This study compared the prognostic value of equations used for the estimation of renal function in community population. We found that the Cockcroft–Gault equation was superior to the other three equations for predicting both all-cause mortality and cardiovascular or non-cardiovascular mortality. In addition, informants with Cockcroft–Gault derived eGFR < 80 mL/min per 1.73 m2 had a worse prognosis. Thus, the Cockcroft–Gault equation can serve as a risk-stratification tool for mortality in community population.
Scr is a waste product and continually generated via muscle metabolism. Normal-functioning kidneys filter out most of the Scr to maintain its levels within the normal range. Therefore, Scr is an important marker in the assessment of renal function (14). However, Scr is a late indicator and increases only following marked damage to the function of the nephrons. Therefore, this measure is not suitable for the identification of patients with early-stage kidney disease. A more favorable method for the assessment of function is the calculation of the eGFR, which is a non-invasive and inexpensive approach. Our results also confirm that eGFR is a stronger predictor of all-cause mortality and cardiovascular or non-cardiovascular mortality than Scr. CKD-EPI is currently used as the preferred method for GFR estimation in routine clinical practice due to its validity and accuracy (7, 15).
What is even more remarkable, however, is that many studies have confirmed that different equations have different values for predicting long-term adverse events in various populations. Rivera-Caravaca JM (16) analyzed 1,699 acute acute coronary syndrome patients and demonstrated that calculation of the eGFR using the Cockcroft–Gault equation presented higher predictive ability than the MDRD and CKD-EPI equations. Nevertheless, in patients with type 2 diabetes, the MDRD equation is superior in detecting impaired renal function compared with CKD-EPI and Cockcroft–Gault equations (17). Moreover, few studies have included individuals from the communities. Tariq Shafi and colleges (18) examined the association between eGFR and mortality among 16,010 participants and found that CKD-EPI categories improve mortality risk stratification compare with MDRD categories also use data from NHANES. However, it was difficult to reach a consensus based on the different sample size, and the Cockcroft–Gault equation was not examined in their study. Therefore, in this study, we expanded the sample size and also found that the predictive value of CKD-EPI formula was better than that of MDRD, but both significantly lower than that of Cockcroft–Gault equation, whether in all-cause mortality, cardiovascular or non-cardiovascular mortality.
The Cockcroft–Gault equation was proposed by Cockcroft and Gault in 1976 was developed in a Caucasian male population of 236 patients aged 18–92 years in order to predict creatinine clearance (and not GFR) in situations in which renal function was only slightly impaired (19). This original Cockcroft-Gault formula was found to be inaccurate for GFR prediction. Sheila M. Wilhelm and colleges (20) conducted a meta-analysis of 13 English-language trials comparing 24-hour measured creatinine clearance with Cockcroft-Gault estimated creatinine clearance by using various body weights or rounded Scr values and found that using the Cockcroft-Gault equation with no body weight and actual Scr value most closely estimated measured creatinine clearance. Our study also found that Cockcroft-Gault equation with no body weight is simpler and easier to obtain, and has higher predictive value for the long-term prognosis assessment of the general population in the United States, and thus more suitable for community promotion.

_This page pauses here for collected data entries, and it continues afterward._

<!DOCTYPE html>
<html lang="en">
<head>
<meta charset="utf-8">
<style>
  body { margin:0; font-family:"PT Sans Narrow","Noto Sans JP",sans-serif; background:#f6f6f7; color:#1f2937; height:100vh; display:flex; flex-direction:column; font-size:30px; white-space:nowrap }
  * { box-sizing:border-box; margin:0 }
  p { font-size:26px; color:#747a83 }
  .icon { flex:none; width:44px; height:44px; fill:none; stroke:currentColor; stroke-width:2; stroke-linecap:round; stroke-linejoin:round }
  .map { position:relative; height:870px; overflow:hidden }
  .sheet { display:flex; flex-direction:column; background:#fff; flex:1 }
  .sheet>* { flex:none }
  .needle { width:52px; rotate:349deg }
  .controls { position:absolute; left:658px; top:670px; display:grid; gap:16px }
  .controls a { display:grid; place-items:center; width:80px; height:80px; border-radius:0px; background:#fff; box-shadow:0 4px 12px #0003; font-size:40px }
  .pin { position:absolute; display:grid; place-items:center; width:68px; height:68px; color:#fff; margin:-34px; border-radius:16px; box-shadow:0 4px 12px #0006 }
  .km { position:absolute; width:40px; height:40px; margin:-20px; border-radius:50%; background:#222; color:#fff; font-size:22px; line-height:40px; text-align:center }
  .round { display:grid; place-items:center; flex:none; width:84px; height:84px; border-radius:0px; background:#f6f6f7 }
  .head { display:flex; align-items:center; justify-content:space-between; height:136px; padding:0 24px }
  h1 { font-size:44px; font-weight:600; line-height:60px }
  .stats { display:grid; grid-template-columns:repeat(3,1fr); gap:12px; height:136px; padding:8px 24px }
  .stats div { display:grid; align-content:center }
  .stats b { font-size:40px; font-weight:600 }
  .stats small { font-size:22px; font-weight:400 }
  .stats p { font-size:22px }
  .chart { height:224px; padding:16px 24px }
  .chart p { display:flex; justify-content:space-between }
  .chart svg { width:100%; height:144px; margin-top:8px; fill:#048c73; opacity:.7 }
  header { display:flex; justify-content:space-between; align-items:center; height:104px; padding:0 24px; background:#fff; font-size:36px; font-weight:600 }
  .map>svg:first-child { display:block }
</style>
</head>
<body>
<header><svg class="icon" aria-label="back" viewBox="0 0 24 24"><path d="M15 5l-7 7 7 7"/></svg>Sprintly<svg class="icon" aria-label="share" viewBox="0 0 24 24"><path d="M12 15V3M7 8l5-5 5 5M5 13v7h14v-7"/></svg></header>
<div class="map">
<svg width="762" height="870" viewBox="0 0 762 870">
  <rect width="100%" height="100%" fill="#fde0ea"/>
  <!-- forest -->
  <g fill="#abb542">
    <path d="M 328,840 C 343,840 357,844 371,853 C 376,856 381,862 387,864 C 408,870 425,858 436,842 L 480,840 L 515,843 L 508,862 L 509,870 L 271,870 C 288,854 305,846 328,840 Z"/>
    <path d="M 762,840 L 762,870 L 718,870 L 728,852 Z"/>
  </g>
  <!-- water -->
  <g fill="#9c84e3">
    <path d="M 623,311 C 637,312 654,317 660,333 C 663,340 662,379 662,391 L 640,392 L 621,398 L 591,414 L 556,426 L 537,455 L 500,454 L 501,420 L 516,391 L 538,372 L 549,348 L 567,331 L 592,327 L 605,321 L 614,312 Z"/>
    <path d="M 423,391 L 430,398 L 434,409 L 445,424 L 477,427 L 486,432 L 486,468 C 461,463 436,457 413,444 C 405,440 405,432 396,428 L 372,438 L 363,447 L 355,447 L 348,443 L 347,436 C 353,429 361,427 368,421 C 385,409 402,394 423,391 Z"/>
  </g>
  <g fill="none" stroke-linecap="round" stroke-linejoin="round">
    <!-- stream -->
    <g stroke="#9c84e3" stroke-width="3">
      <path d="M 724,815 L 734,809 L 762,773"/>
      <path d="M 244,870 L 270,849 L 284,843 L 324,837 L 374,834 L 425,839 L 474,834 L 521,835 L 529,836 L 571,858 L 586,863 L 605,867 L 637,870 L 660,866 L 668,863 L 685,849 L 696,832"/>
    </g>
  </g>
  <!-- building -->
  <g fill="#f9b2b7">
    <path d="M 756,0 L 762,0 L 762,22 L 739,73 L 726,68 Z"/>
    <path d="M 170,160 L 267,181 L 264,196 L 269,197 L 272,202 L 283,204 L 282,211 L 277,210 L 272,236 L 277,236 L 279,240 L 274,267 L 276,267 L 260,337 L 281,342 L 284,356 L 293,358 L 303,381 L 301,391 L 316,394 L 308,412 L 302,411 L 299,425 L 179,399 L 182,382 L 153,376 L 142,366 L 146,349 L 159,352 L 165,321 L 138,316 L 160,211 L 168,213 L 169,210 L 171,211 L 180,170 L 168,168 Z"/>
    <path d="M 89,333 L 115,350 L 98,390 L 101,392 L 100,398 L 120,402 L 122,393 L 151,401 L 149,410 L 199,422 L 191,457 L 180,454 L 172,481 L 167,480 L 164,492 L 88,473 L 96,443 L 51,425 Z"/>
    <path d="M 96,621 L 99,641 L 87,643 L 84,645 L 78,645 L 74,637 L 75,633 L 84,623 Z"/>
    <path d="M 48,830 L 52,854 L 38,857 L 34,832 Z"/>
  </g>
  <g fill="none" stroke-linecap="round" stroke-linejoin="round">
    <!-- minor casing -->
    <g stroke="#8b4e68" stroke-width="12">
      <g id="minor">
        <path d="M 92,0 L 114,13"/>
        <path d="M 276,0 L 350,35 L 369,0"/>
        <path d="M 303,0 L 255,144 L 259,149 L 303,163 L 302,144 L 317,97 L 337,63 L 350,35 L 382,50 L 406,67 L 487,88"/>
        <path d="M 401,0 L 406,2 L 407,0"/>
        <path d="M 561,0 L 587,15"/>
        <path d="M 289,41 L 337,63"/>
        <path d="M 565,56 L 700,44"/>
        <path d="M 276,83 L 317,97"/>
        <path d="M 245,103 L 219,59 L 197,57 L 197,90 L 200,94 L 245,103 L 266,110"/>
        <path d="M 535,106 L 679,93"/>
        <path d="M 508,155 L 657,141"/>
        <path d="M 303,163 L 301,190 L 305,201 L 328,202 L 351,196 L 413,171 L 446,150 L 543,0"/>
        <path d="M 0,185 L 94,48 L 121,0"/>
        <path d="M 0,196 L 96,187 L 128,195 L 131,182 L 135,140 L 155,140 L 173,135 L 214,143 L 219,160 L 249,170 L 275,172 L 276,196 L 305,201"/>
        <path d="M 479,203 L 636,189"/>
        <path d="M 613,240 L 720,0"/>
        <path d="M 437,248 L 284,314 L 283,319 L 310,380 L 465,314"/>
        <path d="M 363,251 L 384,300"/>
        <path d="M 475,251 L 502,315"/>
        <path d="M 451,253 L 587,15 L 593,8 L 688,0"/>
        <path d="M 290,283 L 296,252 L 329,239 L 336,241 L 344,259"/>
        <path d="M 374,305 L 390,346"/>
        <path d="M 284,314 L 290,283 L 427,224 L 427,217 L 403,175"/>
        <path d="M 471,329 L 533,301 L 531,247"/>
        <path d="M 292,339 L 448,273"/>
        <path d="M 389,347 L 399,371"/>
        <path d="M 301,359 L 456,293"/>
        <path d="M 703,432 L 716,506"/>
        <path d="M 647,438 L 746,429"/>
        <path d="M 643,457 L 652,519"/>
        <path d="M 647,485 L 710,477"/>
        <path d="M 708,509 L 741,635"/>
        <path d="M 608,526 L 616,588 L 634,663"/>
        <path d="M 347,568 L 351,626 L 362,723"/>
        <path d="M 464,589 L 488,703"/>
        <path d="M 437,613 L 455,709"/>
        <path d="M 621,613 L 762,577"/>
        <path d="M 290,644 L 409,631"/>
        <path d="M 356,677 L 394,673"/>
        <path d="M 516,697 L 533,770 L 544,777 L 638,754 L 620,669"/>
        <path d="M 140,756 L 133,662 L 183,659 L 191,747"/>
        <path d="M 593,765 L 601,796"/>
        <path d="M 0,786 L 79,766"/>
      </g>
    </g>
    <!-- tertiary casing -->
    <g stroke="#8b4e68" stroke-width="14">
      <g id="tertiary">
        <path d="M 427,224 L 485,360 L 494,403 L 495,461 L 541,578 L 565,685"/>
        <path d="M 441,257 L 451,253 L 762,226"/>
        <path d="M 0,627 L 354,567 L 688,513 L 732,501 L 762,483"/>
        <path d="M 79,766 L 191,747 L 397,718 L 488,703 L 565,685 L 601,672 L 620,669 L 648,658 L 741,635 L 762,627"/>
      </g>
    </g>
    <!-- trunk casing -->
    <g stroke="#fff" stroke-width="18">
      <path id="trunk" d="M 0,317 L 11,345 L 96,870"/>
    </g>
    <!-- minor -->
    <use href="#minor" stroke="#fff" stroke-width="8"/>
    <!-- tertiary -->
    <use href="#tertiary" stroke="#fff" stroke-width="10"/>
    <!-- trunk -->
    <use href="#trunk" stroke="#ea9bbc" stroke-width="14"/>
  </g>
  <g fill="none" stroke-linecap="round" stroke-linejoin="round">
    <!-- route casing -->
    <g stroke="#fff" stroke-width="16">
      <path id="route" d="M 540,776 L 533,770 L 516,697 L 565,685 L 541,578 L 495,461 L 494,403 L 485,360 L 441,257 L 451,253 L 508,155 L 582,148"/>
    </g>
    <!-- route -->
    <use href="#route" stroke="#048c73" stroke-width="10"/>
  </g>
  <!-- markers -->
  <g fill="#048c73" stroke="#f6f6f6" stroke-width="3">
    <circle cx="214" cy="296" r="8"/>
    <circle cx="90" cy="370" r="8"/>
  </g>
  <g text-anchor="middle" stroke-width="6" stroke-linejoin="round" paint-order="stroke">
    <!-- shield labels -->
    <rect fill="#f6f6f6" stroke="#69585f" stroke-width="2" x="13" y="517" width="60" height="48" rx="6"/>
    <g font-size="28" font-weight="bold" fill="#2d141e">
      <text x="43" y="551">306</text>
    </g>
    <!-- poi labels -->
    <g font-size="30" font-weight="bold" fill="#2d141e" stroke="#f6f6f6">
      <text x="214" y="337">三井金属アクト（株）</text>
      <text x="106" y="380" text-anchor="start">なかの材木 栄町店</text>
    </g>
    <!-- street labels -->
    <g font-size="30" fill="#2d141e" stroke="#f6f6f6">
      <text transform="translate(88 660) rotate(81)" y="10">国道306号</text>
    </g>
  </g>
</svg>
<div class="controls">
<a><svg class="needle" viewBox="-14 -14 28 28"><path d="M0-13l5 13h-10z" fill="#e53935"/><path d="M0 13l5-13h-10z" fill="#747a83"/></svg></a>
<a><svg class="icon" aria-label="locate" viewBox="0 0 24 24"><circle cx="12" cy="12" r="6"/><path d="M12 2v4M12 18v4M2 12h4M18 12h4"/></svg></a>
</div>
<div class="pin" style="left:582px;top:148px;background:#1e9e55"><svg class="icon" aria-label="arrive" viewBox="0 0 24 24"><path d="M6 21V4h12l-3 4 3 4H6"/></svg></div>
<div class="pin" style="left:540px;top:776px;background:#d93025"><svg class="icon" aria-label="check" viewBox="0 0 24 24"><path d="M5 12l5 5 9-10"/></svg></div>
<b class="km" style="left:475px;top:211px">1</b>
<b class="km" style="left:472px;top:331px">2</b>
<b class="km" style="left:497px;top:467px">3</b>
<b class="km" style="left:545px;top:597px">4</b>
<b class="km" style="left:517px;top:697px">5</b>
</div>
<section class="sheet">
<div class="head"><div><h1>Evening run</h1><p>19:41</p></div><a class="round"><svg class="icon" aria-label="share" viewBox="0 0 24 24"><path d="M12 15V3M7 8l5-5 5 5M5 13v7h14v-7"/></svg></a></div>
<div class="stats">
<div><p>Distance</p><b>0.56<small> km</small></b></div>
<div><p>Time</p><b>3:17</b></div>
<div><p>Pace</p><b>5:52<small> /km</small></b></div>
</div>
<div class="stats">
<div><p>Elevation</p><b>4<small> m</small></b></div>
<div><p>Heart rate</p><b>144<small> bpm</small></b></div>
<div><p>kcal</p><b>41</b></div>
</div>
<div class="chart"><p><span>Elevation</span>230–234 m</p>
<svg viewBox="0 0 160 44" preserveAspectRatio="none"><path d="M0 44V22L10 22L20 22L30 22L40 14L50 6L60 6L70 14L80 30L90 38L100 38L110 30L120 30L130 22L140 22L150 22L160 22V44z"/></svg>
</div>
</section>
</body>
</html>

In conclusion, the present study, using a national large registry data, was conducted to further determine the optimal prediction equation for individuals in the community population. We found that the Cockcroft–Gault equation to estimate eGFR performed well in predicting all-cause mortality and cardiovascular or non-cardiovascular mortality. We speculated that this equation could accurately estimate GFR, and be simpler and identify more individuals with renal insufficiency, and thus, have higher predictive ability for the occurrence of adverse events.

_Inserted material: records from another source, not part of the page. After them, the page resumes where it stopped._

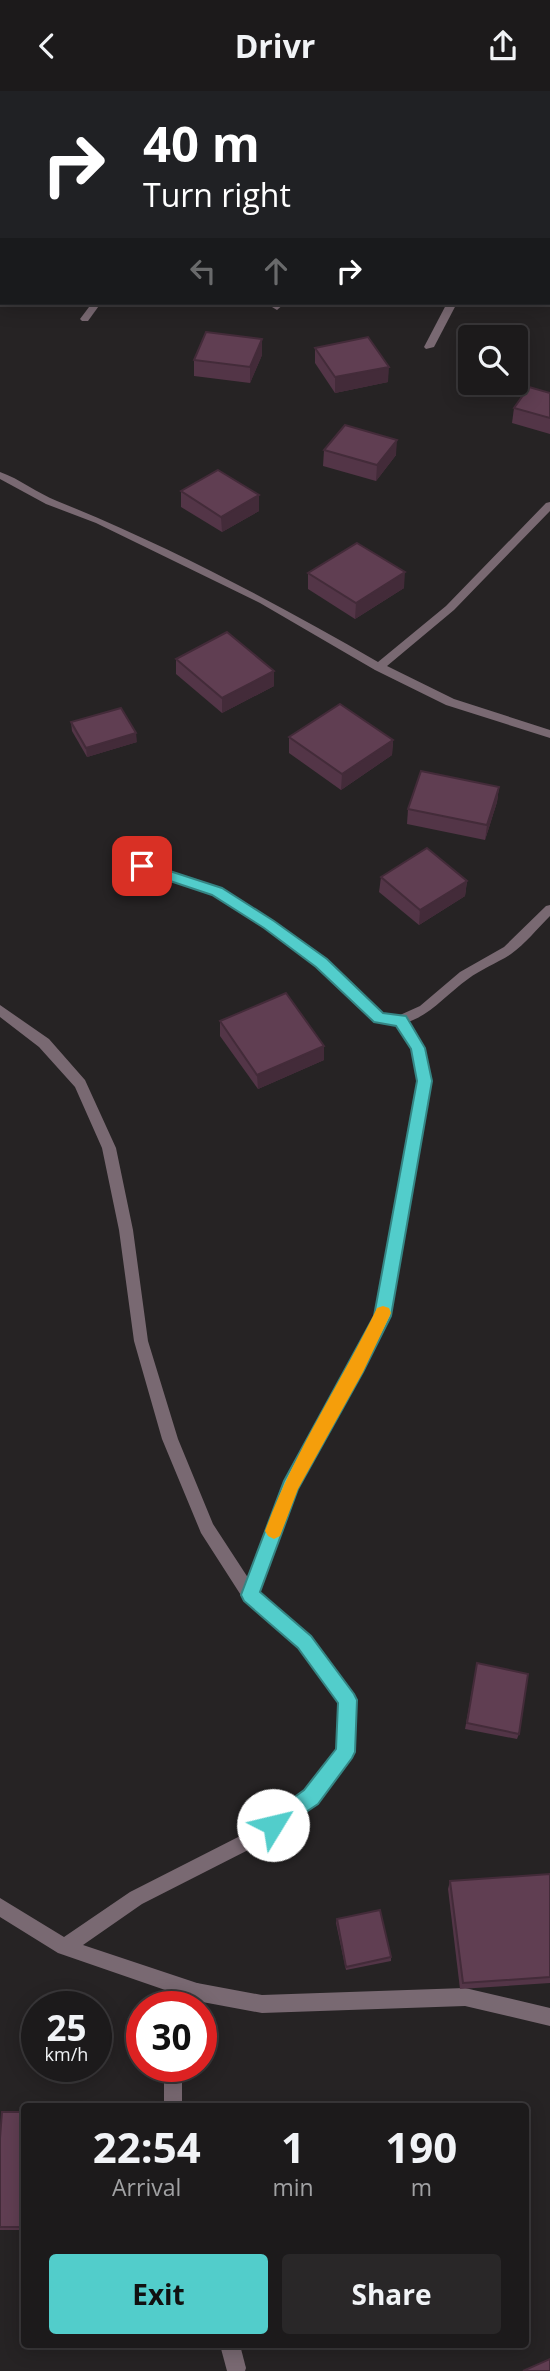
<!DOCTYPE html>
<style>
:root{--surface:#1c1a1b;--page:#292728;--text:#f1f3f6;--muted:#a0a1a3;--line:#3a383a;--accent:#52cdcb}
body{margin:0;font-family:"Open Sans",sans-serif;background:var(--page);color:var(--text);height:100vh;display:flex;flex-direction:column;font-size:26px;white-space:nowrap}
*{box-sizing:border-box;margin:0}
p{font-size:23px;color:var(--muted)}
.icon{flex:none;width:38px;height:38px;fill:none;stroke:currentColor;stroke-width:2;stroke-linecap:round;stroke-linejoin:round}
.map{position:relative;flex:1;overflow:hidden}
.sheet{position:absolute;left:21px;top:2012px;width:508px;height:245px;display:flex;flex-direction:column;background:var(--surface);border-radius:7px;box-shadow:0 4px 18px #0003,0 0 0 2px var(--line)}
.sheet>*{flex:none}
.banner{position:absolute;left:0px;top:0px;width:551px;height:214px;box-shadow:0 4px 18px #0003,0 0 0 2px var(--line);background:#202124;color:#fff;overflow:hidden}
.buttons{position:absolute;left:458px;top:234px;display:grid;gap:14px}
.buttons a{display:grid;place-items:center;width:70px;height:70px;border-radius:7px;background:var(--surface);box-shadow:0 4px 18px #0003,0 0 0 2px var(--line);font-size:35px}
.speed{position:absolute;left:21px;top:1900px;display:flex;gap:14px;font-size:35px;font-weight:700;text-align:center}
.speed>*{display:grid;place-content:center;width:91px;height:91px;border-radius:50%;background:var(--surface);box-shadow:0 4px 18px #0003,0 0 0 2px var(--line);line-height:1}
.speed small{font-size:18px;font-weight:400}
.speed .limit{border:10px solid #d22;background:#fff;color:#111}
.pin{position:absolute;display:grid;place-items:center;width:60px;height:60px;color:#fff;margin:-30px;border-radius:14px;box-shadow:0 4px 10px #0006}
.me{position:absolute;width:77px;margin:-38px;rotate:54deg;stroke-linejoin:round;filter:drop-shadow(0 0 5px #0008)}
.turn{display:flex;align-items:center;gap:24px;height:147px;padding:0 28px;font-size:32px}
.turn .icon{width:91px;height:91px;stroke-width:2.5}
.turn b{display:block;font-size:49px;line-height:60px}
.lanes{display:flex;align-items:center;height:66px;padding:0 28px;background:#0003;justify-content:center;gap:35px;direction:ltr}
.lanes .off{opacity:.35}
.eta{display:flex;justify-content:space-evenly;align-items:center;height:119px;text-align:center}
.eta b{font-size:42px;font-weight:700;line-height:49px}
.primary-button{display:flex;gap:14px;margin-top:auto;padding:14px 28px}
.primary-button a{flex:1;height:80px;border-radius:7px;background:var(--accent);color:#111;font-size:28px;font-weight:700;line-height:80px;text-align:center}
.primary-button a+a{background:var(--page);color:var(--text)}
header{display:flex;justify-content:space-between;align-items:center;height:91px;padding:0 28px;background:var(--surface);font-size:32px;font-weight:700}
.map>svg:first-child{display:block}
.lines{fill:none;stroke-linecap:round;stroke-linejoin:round}
.lane{fill:#796972;fill-rule:evenodd}
.street{fill:#796972;fill-rule:evenodd}
.secondary{fill:#aa909e;fill-rule:evenodd}
.wall{fill:#533547}
.shaded-wall{fill:#432b39}
.building{fill:#603e52;stroke:#432b39;stroke-width:2}
.route{fill:#52cdcb;stroke:#358584;stroke-width:2}
.slow{fill:#f59e0b}
</style>
<header><svg class="icon" aria-label="back" viewBox="0 0 24 24"><path d="M15 5l-7 7 7 7"/></svg>Drivr<svg class="icon" aria-label="share" viewBox="0 0 24 24"><path d="M12 15V3M7 8l5-5 5 5M5 13v7h14v-7"/></svg></header>
<div class="map">
<svg width="550" height="2280" viewBox="0 0 550 2280">
<rect width="100%" height="100%" fill="#262324"/>
<g class="lines">
<!-- lane -->
<g class="lane">
<path d="M401,924l5,2 19,31 6,33 -42,235 -27,56 -65,117 -39,106 -2,5 -6,3 -6,-3 -2,-5 43,-114 67,-119 23,-46 42,-235 -5,-32 -17,-29z"/>
<path d="M197,1892l6,3 3,6 -6,15h-18l9,-21z"/>
<rect x="164" y="1976" width="18" height="40"/>
<path d="M220,2254h20l6,23 -1,3h-18z"/>
</g>
<!-- street -->
<g class="street">
<rect x="0" y="26" width="2" height="4"/>
<path d="M92,212h9l-13,18h-6l-2,-2z"/>
<path d="M276,212h9l-8,7 -5,-3z"/>
<path d="M447,212h10l-23,44 -8,2 -2,-2z"/>
<path d="M0,381c20,7 37,21 57,29 112,45 217,101 321,161l68,-56 100,-103 4,-1v9l-96,99 -67,56 67,33 96,31v8l-104,-33 -71,-35 -115,-67 -164,-80 -50,-19 -46,-25z"/>
<path d="M118,765l51,14 52,19 52,32 53,39 56,53 18,2 20,-9 40,-34 44,-25 42,-41 4,-1v11c-13,13 -25,28 -39,38 -14,9 -30,15 -43,25 -31,22 -50,55 -94,42l-56,-55 -53,-39 -52,-32 -51,-19 -48,-13 -2,-3 2,-3z"/>
<path d="M0,914l49,34 36,41 31,68 17,82 15,111 30,98 35,85 43,66 54,47 45,63 -2,52 -36,51 -57,41 -118,60 -59,41 114,38 65,12 203,-7 85,20v18l-85,-20 -203,7 -65,-12 -139,-48 -58,-36v-19l64,39 66,-45 118,-60 57,-41 32,-42 2,-47 -41,-55 -54,-47 -43,-67 -39,-94 -28,-98 -15,-111 -17,-82 -27,-61 -36,-40 -39,-30z"/>
</g>
<!-- secondary -->
<path class="secondary" d="M502,0l18,2h-17z"/>
</g>
<!-- wall -->
<g class="wall">
<path d="M262,248v16l-12,28 -56,-7v-16z"/>
<path d="M315,257l73,34 -53,11 -20,-30z"/>
<path d="M550,302v41l-38,-11 2,-15z"/>
<path d="M324,359l72,5 -20,26 -53,-15z"/>
<path d="M181,400l78,20 -37,21 -41,-25z"/>
<path d="M308,482l96,15 -49,31 -47,-30z"/>
<path d="M176,568l98,12v15l-52,27 -46,-39z"/>
<path d="M71,631l66,20 -50,15 -15,-26z"/>
<path d="M289,646l104,3 -1,15 -51,35 -52,-37z"/>
<path d="M499,696l-2,15 -12,38 -78,-16 1,-15z"/>
<path d="M381,786l86,4 -2,15 -46,29 -40,-33z"/>
<path d="M220,930l104,39 -66,29 -38,-53z"/>
<path d="M477,1572l42,71 -2,5 -52,-10z"/>
<path d="M550,1783v109l-90,6 -12,-100 2,-8z"/>
<path d="M337,1828l54,38v4l-45,9 -10,-47z"/>
<path d="M24,2021v118h-24v-92z"/>
</g>
<!-- shaded-wall -->
<g class="shaded-wall">
<path d="M262,248v16l-12,28v-16z"/>
<path d="M389,276l-1,15 -53,11v-16z"/>
<path d="M397,349l-1,15 -20,26 1,-16z"/>
<path d="M259,404v16l-37,21 -1,-15z"/>
<path d="M405,481l-1,16 -49,31 1,-16z"/>
<path d="M274,580v15l-52,27v-15z"/>
<path d="M136,642l1,9 -50,15 -1,-9z"/>
<path d="M393,649l-1,15 -51,35 1,-16z"/>
<path d="M499,696l-2,15 -12,38 2,-15z"/>
<path d="M467,790l-2,15 -46,29 1,-15z"/>
<path d="M324,955v14l-66,29 -1,-14z"/>
</g>
<!-- building -->
<g class="building">
<path d="M319,0h56l-1,2h-57z"/>
<path d="M406,0h7l6,2h-15z"/>
<path d="M206,241l56,7 -12,28 -56,-7z"/>
<path d="M368,246l21,30 -54,10 -20,-29z"/>
<path d="M529,296l21,6v25l-36,-10z"/>
<path d="M345,334l52,15 -20,25 -53,-15z"/>
<path d="M218,379l41,25 -38,22 -40,-26z"/>
<path d="M357,452l48,29 -49,31 -48,-30z"/>
<path d="M227,541l47,39 -52,27 -46,-39z"/>
<path d="M340,613l53,36 -51,34 -53,-37z"/>
<path d="M121,617l15,25 -50,15 -15,-26z"/>
<path d="M421,680l78,16 -12,38 -79,-16z"/>
<path d="M427,757l40,33 -47,29 -39,-33z"/>
<path d="M286,902l38,53 -67,29 -37,-54z"/>
<path d="M477,1572l51,11 -9,60 -52,-11z"/>
<path d="M550,1783v103l-87,6 -13,-102z"/>
<path d="M380,1819l11,47 -45,10 -9,-48z"/>
<path d="M2,2021h22v115h-24v-89z"/>
<path d="M550,2268v12h-27z"/>
</g>
<!-- route -->
<path class="route" d="M142,771l80,26 52,33 53,38 56,54 23,3 19,32 7,33 -41,235 -28,56 -65,117 -38,103 51,44 43,58 3,6 -2,52 -3,6 -34,46 -45,30 -7,-3 -3,-6 3,-7 38,-28 32,-41 2,-46 -40,-55 -54,-47 -3,-6 43,-114 90,-165 43,-235 -6,-32 -15,-23 -22,-4 -58,-55 -52,-39 -52,-33 -75,-25v-7z"/>
<!-- slow -->
<path class="slow" d="M383,1215l6,2 2,5 -28,59 -65,117 -18,47 -6,3 -6,-3 -3,-5c29,-79 76,-148 112,-223z"/>
</svg>
<div class="buttons">
<a><svg class="icon" aria-label="search" viewBox="0 0 24 24"><circle cx="10" cy="10" r="6"/><path d="M15 15l6 6"/></svg></a>
</div>
<div class="speed"><div>25<small>km/h</small></div><div class="limit">30</div></div>
<div class="pin" style="left:142px;top:775px;background:#d93025"><svg class="icon" aria-label="arrive" viewBox="0 0 24 24"><path d="M6 21V4h12l-3 4 3 4H6"/></svg></div>
<svg class="me" style="left:273px;top:1734px" viewBox="-20 -20 40 40"><circle r="19" fill="#fff"/><path d="M0-13L10 11 0 6-10 11z" fill="#52cdcb"/></svg>
<div class="banner">
<div class="turn"><svg class="icon" aria-label="right" viewBox="0 0 24 24"><path d="M7 20v-9h11M14 6l5 5-5 5"/></svg><div><b>40 m</b>Turn right</div></div>
<div class="lanes"><svg class="icon off" aria-label="left" viewBox="0 0 24 24"><path d="M17 20v-9H6M10 6l-5 5 5 5"/></svg><svg class="icon off" aria-label="ahead" viewBox="0 0 24 24"><path d="M12 20V5M6 11l6-6 6 6"/></svg><svg class="icon" aria-label="right" viewBox="0 0 24 24"><path d="M7 20v-9h11M14 6l5 5-5 5"/></svg></div>
</div>
<section class="sheet">
<div class="eta">
<div><b>22:54</b><p>Arrival</p></div>
<div><b>1</b><p>min</p></div>
<div><b>190</b><p>m</p></div>
</div>
<div class="primary-button"><a>Exit</a><a>Share</a></div>
</section>
</div>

The present study was characterized by several limitations. Firstly, the enrolled population was obtained from a representative survey, and some baseline variables such as previous disease history and history of taking medication were self-reported, which may be some recall errors. Secondly, the GFR measurement was not performed. For this reason, the predictive value of the true renal function was unknown. Therefore, all examined equations of the eGFR in our study were based on Scr. However, the measurement of the Scr-based eGFR is widely used in clinical practice. Finally, Scr was only measured once at baseline, which may not truly reflect the participant’s renal function status.